16 As it considered that Peek & Cloppenburg had infringed its rights by so doing, Cassina brought an action against it before the Landgericht Frankfurt ... seeking an order that it must desist from that practice and provide Cassina with information, in particular as regards the distribution channels for those items of furniture. In addition, Cassina sought an order that Peek & Cloppenburg pay damages.

17 After the Landgericht Frankfurt had granted Cassina’s application and the appeal court had, essentially, confirmed the judgment given at first instance, Peek & Cloppenburg brought an appeal on a point of law before the Bundesgerichtshof (Federal Court of Justice) (Germany).

18 That court states that, since Cassina has an exclusive right of distribution for the purpose of Paragraph 17 of the Law on copyright of 9 September 1965, its decisions turns on whether the conduct of Peek & Cloppenburg referred to above infringed that right.

19 It takes the view that there is normally a distribution where the original of a work or copies thereof cease to form part of the undertaking and are made publicly available through transfer of ownership or possession. In this connection, a transfer of possession for a merely temporary period may suffice.

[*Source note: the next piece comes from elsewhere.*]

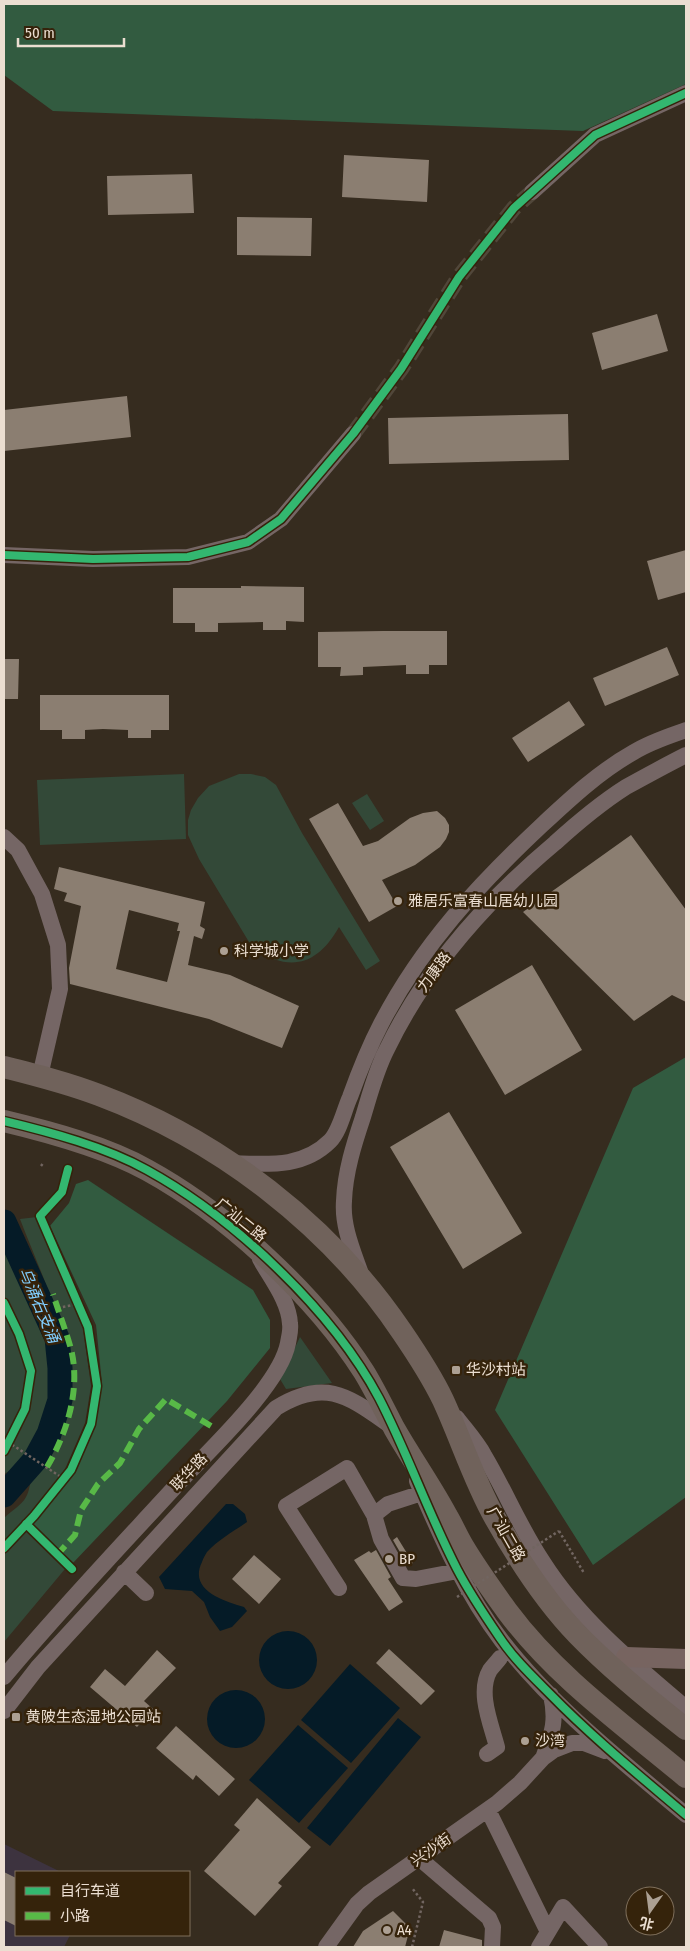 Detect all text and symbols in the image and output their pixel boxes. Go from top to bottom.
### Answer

The issue arises, however, of whether conduct consisting in making publicly available reproductions protected by copyright without a transfer of ownership or possession, and thus without a transfer of the de facto power of disposal, can also be classified as a distribution to the public otherwise than by sale for the purpose of Article 4(1) of Directive 2001/29, those reproductions being, as in the main proceedings, installed in sales areas merely for the purpose of being used by customers.

20 In addition, the Bundesgerichtshof raises the question whether merely exhibiting a reproduction of a work in a shop display window, without making it available for use, also constitutes a form of distribution to the public within the meaning of that provision.

21 Furthermore, it submits that the issue also arises of whether the requirements of the protection of the free movement of goods laid down in Articles 28 EC and 30 EC restrict, in the circumstances of the main proceedings, the exercise of that right of distribution.

22 In those circumstances, the Bundesgerichtshof decided to stay the proceedings and to refer the following questions to the Court for a preliminary ruling:

‘(1)(a) Can it be assumed that there is a distribution to the public otherwise than by sale, within the meaning of Article 4(1) of Directive 2001/29 ..., in the case where it is made possible for third parties to make use of items of copyright-protected works without the grant of user involving a transfer of de facto power to dispose of those items?

(b) Is there a distribution under Article 4(1) of [Directive 2001/29] also in the case in which items of copyright‑protected works are shown publicly without the possibility of using those items being granted to third parties?

(2) If the answers are in the affirmative:

Can the protection accorded to the free movement of goods preclude, in the abovementioned cases, exercise of the distribution right if the items presented are not under copyright protection in the Member State in which they were manufactured and placed on the market?’".

The Court ruled thus:
"The concept of distribution to the public, otherwise than through sale, of the original of a work or a copy thereof, for the purpose of Article 4(1) of Directive 2001/29/EC of the European Parliament and of the Council of 22 May 2001 on the harmonisation of certain aspects of copyright and related rights in the information society, applies only where there is a transfer of the ownership of that object. As a result, neither granting to the public the right to use reproductions of a work protected by copyright nor exhibiting to the public those reproductions without actually granting a right to use them can constitute such a form of distribution".
The IPKat says, this reference was only made in November 2006, so the court has done amazingly well to process it through the hearing, opinion (noted here by the IPKat as "a victory for common sense") and ruling stages in only 16 months. Merpel says, but this is a small case (just 43 paragraphs, most of which are taken up with formal recitations of the relevant law, the facts and the questions), an exceedingly non-complex set of facts and a rather fanciful punt from the referring court, surely really not something worth asking the ECJ in the first place.